Mr. Shaw, of the SD Department of Education, in this video, said that in an effort to align South Dakota’s Science Standards to the new “Framework for K-12 Science Education” that was issued in 2011 by the National Research Council (NRC), the DOE looked at three sets of science standards. Massachusetts, South Carolina and the Next Generation Science Standards. (NGSS)
In comparing South Dakota’s 190 science standards to the three sources Mr. Shaw says the state referenced, I found one standard from NGSS that had been rewritten by South Carolina, and South Dakota chose South Carolina’s wording of that standard. One standard that was unique to South Dakota, HS-LS4-7. There are 188 standards from the NGSS – of which 45 contained word changes such as “conduct” has replaced “carry out”, and “engage in an argument” replaces “construct an argument” Some words were left off the standards, and some had words added. The final 143 standards are identical, word for word to the NGSS. Here are the proposed South Dakota Science Standards, highlighted in pink to represent the NGSS and yellow to represent the changes South Dakota made. There are also notes of changes made.
To be fair, the state did choose to omit 5 NGSS standards. They also chose to integrate the Engineering Standards into others. I can only assume that is because after Professional Development sessions for the NGSS in the summer of 2013, which about 50% (400) of the state’s Middle School and High School Science teachers, the teacher survey said that science teachers were uncomfortable teaching engineering.
Let’s just take a quick look at a short timeline of the state’s efforts to adopt the Next Generation Science Standards.
- Summer 2013 – The Department of Education offered professional development sessions to middle school and high school teachers who teach science classes. About 50% of the state’s teachers participated.
- Fall 2013 – after that summer of professional development, at a public meeting at the Hamlin School, Dr. Schopp said that we were not adopting the NGSS – they just were not right for South Dakota.
- February of 2014, Mr. Shaw of the SD DOE not only attended the “NGSS Annual Meeting for State Leadership Teams and National Partners” in Atlanta, Georgia, but also gave a presentation called, “A Vision for Science Education in South Dakota” where he spoke about what the state had learned from teachers during the summer of 2013, and how they would use that information to adjust professional development for the Next Generation Science Standards for the other 50% of middle and high school science teachers, as well as elementary teachers.
- This summer, USD offered professional development courses which included:
* Kindergarten Academy: Meeting the Kindergarten Common Core and Next Generation Science Standards with Engaging, Hands-On Activities.
* Primary Academy: Meeting the Challenges of the Common Core and Next Generation Science Standards with Engaging, Hands-on Activities in the Primary Grades.

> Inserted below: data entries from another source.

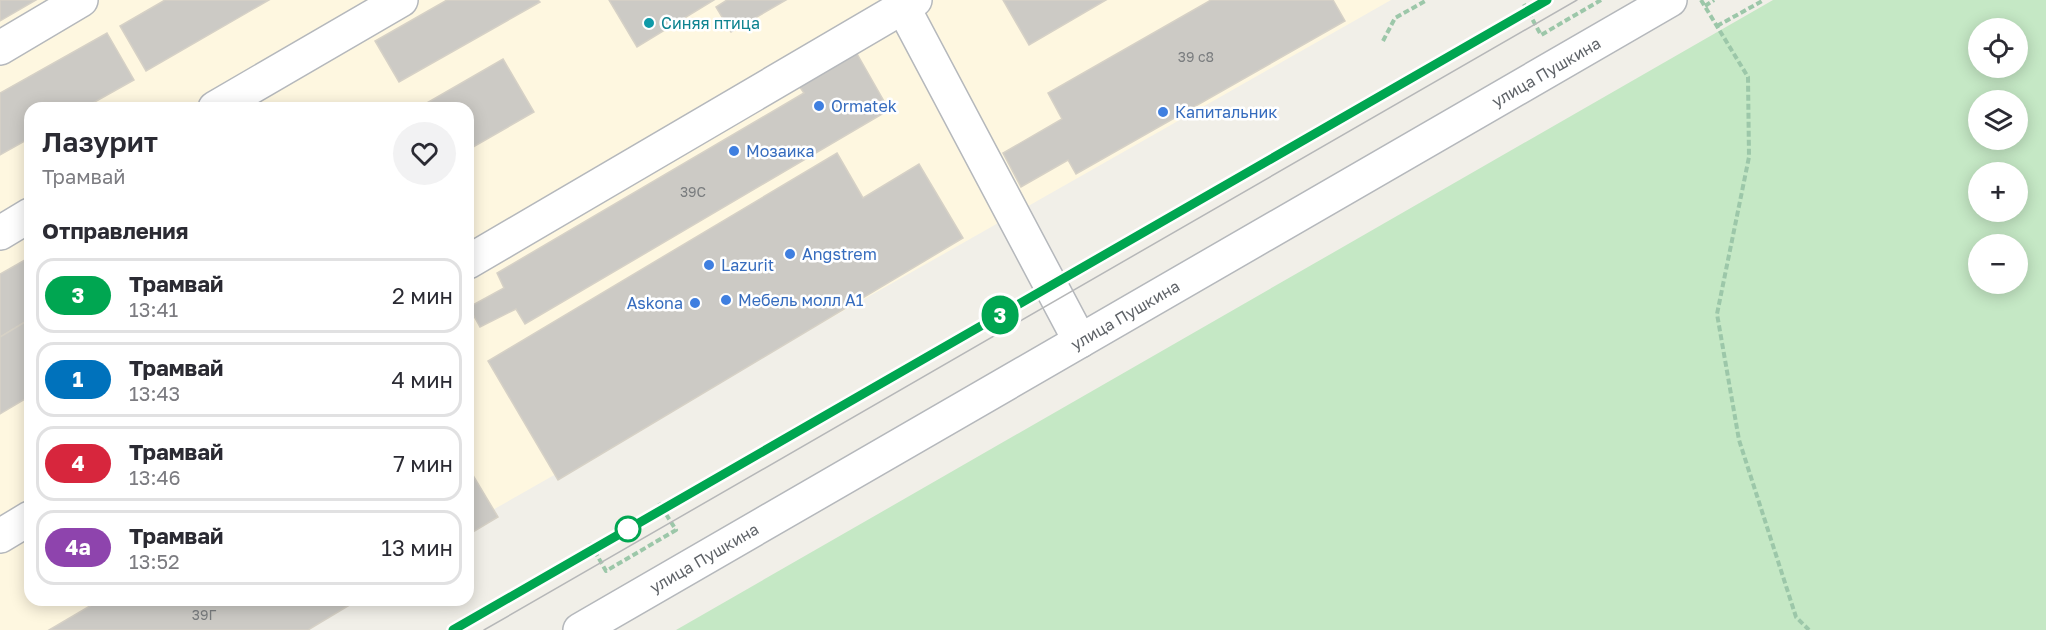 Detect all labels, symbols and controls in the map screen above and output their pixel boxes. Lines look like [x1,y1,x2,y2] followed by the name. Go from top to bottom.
[661,13,760,33] place label: Синяя птица
[642,16,656,30] marker: Синяя птица
[1968,18,2028,294] map controls
[1968,18,2028,78] button: locate
[1488,33,1604,111] street label: улица Пушкина
[1178,48,1214,65] house number: 39 с8
[1968,90,2028,150] button: layers
[831,96,897,116] place label: Ormatek
[812,99,826,113] marker: Ormatek
[1175,102,1277,122] place label: Капитальник
[1156,105,1170,119] marker: Капитальник
[393,122,456,185] button: heart
[42,125,158,158] text: Лазурит
[746,141,815,161] place label: Мозаика
[727,144,741,158] marker: Мозаика
[1968,162,2028,222] button: +
[42,164,125,188] text: Трамвай
[680,183,706,200] house number: 39С
[42,217,188,244] text: Отправления
[1968,234,2028,294] button: −
[802,244,877,264] place label: Angstrem
[783,247,797,261] marker: Angstrem
[721,255,774,275] place label: Lazurit
[702,258,716,272] marker: Lazurit
[129,270,223,297] text: Трамвай
[1067,276,1183,354] street label: улица Пушкина
[72,282,84,308] text: 3
[392,282,453,309] text: 2 мин
[738,290,864,310] place label: Мебель молл А1
[627,293,683,313] place label: Askona
[719,293,733,307] marker: Мебель молл А1
[688,296,702,310] marker: Askona
[980,296,1020,334] line badge: 3
[129,297,178,321] text: 13:41
[994,302,1006,328] text: 3
[129,354,223,381] text: Трамвай
[73,366,83,392] text: 1
[391,366,453,393] text: 4 мин
[129,381,180,405] text: 13:43
[129,438,223,465] text: Трамвай
[71,450,85,476] text: 4
[393,450,453,477] text: 7 мин
[129,465,181,489] text: 13:46
[615,516,641,542] unlabelled marker
[646,519,762,597] street label: улица Пушкина
[129,522,223,549] text: Трамвай
[65,534,91,560] text: 4а
[381,534,453,561] text: 13 мин
[129,549,180,573] text: 13:52
[192,606,216,623] house number: 39Г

If the Board chooses to adopt these standards, or any standards before July 1, 2016, they are ignoring the intent of the law. The people’s representatives , 87%, voted to slow down the national standards train that threatens to take over our locally controlled schools.

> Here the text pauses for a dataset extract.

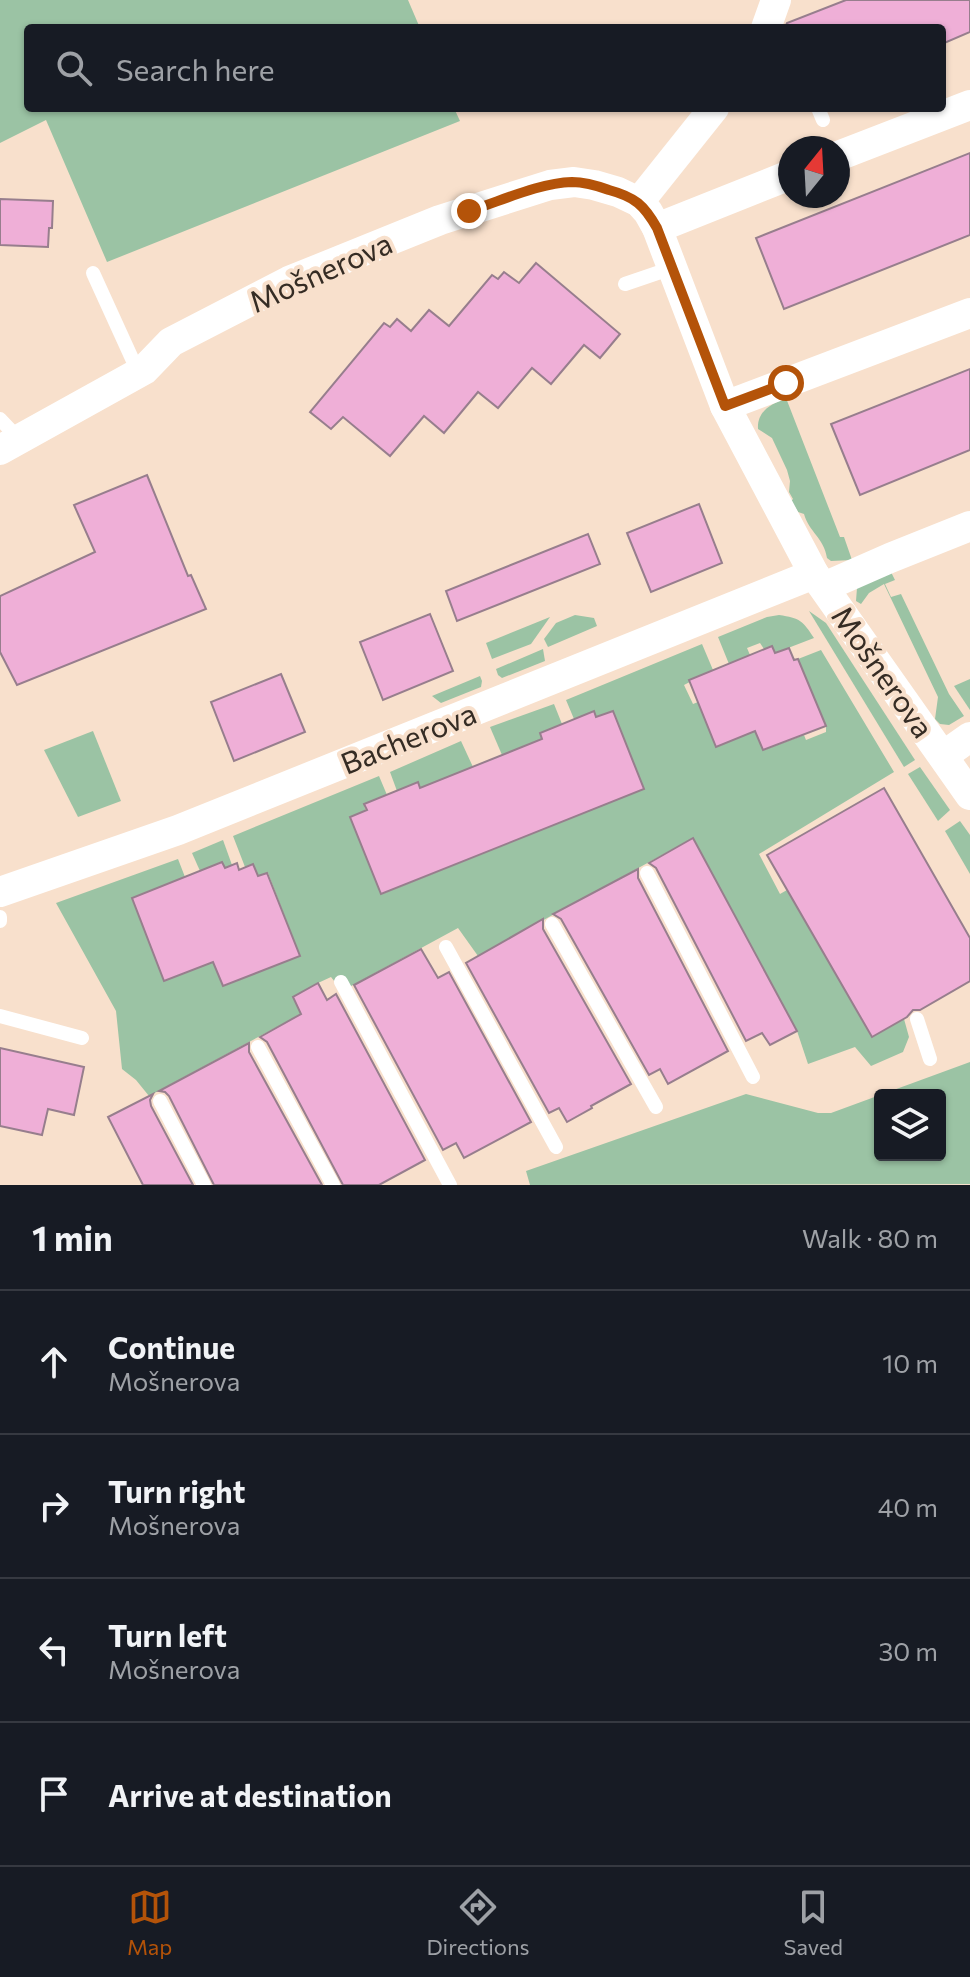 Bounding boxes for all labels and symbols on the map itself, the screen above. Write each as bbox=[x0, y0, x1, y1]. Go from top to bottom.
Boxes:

South Dakota law prohibits the Board of Education from adopting any uniform content standards drafted by a multistate consortium which are intended for adoption in two or more states prior to July 1, 2016. However, nothing prohibits the board from adopting standards drafted by South Dakota educators and professionals which “reference” uniform content standards, provided that the board has conducted at least four public hearings in regard to those standards.
The next public hearing will be November 17, 2014, in Pierre. We will notify you of details of these hearing here. Be sure to follow this blog so you get an email whenever something is posted, like us on Facebook, and follow us on Twitter.
It would appear, that for all intentional purposes, the activities of the state, the professional development being offered, and the fact that the “South Dakota Science Standards,” are taken almost word for word, from the Next Generation Science Standards, that South Dakota Science Standards are the Next Generation Science Standards and that the Board is being asked to adopt National Standards.
In future posts I will be presenting more evidence that South Dakota is adopting the Next Generation Science Standards.